#### [WHAT IS REQUIRED]
If a line in the listing carries the word "icon", return a copy of that line.
################
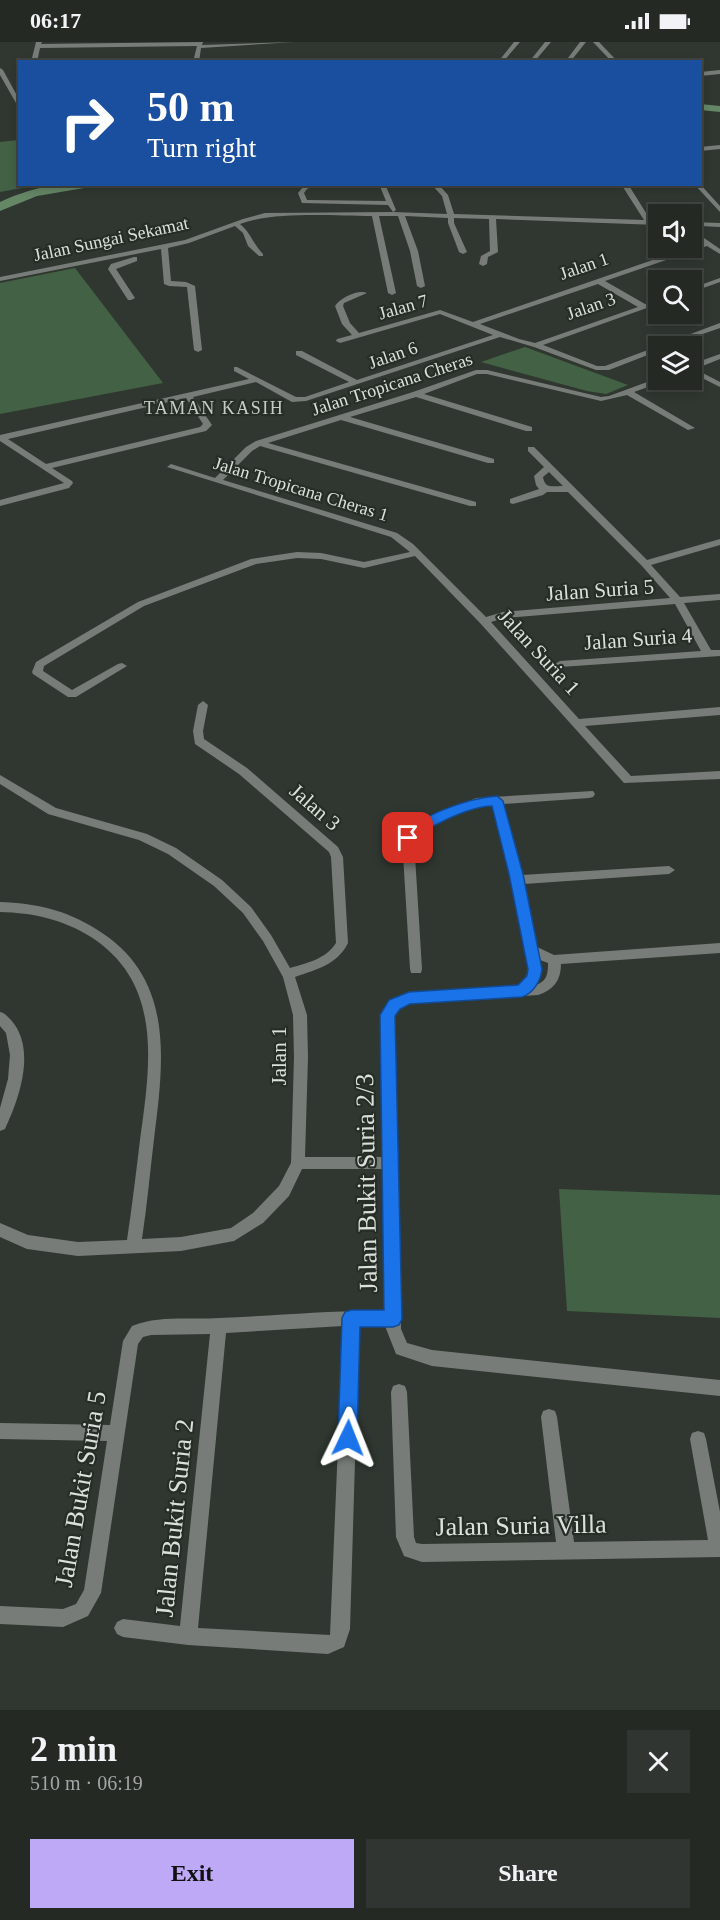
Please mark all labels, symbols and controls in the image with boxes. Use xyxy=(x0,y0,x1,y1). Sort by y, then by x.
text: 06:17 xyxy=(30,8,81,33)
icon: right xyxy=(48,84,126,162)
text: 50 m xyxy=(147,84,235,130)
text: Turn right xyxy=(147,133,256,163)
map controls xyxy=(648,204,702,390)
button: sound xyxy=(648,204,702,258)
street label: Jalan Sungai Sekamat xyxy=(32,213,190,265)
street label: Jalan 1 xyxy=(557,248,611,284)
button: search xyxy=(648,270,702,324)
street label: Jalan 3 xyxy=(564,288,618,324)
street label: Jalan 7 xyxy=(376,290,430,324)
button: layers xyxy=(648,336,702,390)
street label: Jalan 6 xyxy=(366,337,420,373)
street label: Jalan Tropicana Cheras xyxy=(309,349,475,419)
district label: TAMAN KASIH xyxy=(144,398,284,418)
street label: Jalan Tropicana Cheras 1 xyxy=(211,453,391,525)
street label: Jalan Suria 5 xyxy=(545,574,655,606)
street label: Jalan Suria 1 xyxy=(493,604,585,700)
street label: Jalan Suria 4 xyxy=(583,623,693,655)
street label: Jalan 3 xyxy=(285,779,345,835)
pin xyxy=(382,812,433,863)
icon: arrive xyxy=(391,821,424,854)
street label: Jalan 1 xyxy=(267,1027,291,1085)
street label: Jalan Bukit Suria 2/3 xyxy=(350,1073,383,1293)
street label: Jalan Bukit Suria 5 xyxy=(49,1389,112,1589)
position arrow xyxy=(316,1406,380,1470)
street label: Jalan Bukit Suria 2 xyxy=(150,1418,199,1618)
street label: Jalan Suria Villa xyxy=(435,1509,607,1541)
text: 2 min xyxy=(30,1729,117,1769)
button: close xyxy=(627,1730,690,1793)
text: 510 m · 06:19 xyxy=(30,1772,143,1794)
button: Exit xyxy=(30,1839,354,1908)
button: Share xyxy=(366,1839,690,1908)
################
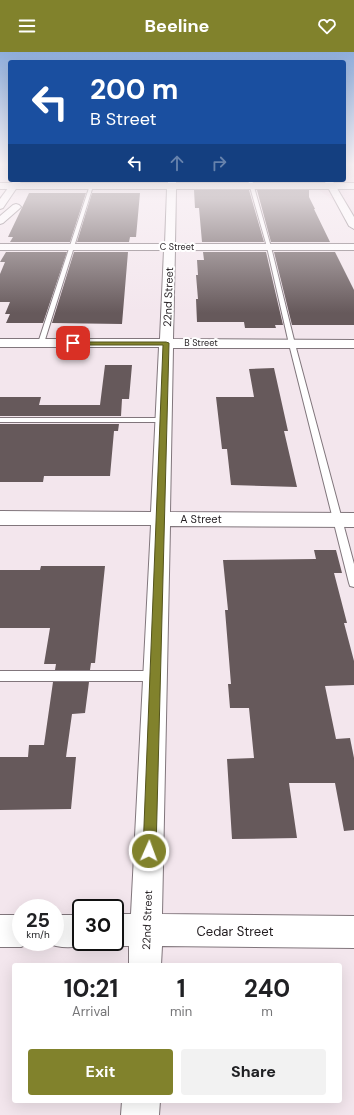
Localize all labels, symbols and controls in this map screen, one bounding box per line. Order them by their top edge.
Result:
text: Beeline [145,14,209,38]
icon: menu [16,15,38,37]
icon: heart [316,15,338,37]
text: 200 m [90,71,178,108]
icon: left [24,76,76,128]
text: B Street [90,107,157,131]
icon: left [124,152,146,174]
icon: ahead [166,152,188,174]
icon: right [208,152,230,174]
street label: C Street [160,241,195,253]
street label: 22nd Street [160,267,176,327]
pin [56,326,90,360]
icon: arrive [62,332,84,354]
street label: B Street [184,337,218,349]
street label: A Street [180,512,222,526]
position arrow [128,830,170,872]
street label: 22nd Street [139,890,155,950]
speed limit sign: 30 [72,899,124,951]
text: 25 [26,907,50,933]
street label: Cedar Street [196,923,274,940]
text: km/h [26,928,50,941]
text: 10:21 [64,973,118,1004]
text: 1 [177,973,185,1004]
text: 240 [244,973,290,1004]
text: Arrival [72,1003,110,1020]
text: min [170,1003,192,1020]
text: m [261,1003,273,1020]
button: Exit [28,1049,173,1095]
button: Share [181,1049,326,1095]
################
#### [WRITTEN SOLUTION]
icon: right xyxy=(48,84,126,162)
icon: arrive xyxy=(391,821,424,854)
icon: menu [16,15,38,37]
icon: heart [316,15,338,37]
icon: left [24,76,76,128]
icon: left [124,152,146,174]
icon: ahead [166,152,188,174]
icon: right [208,152,230,174]
icon: arrive [62,332,84,354]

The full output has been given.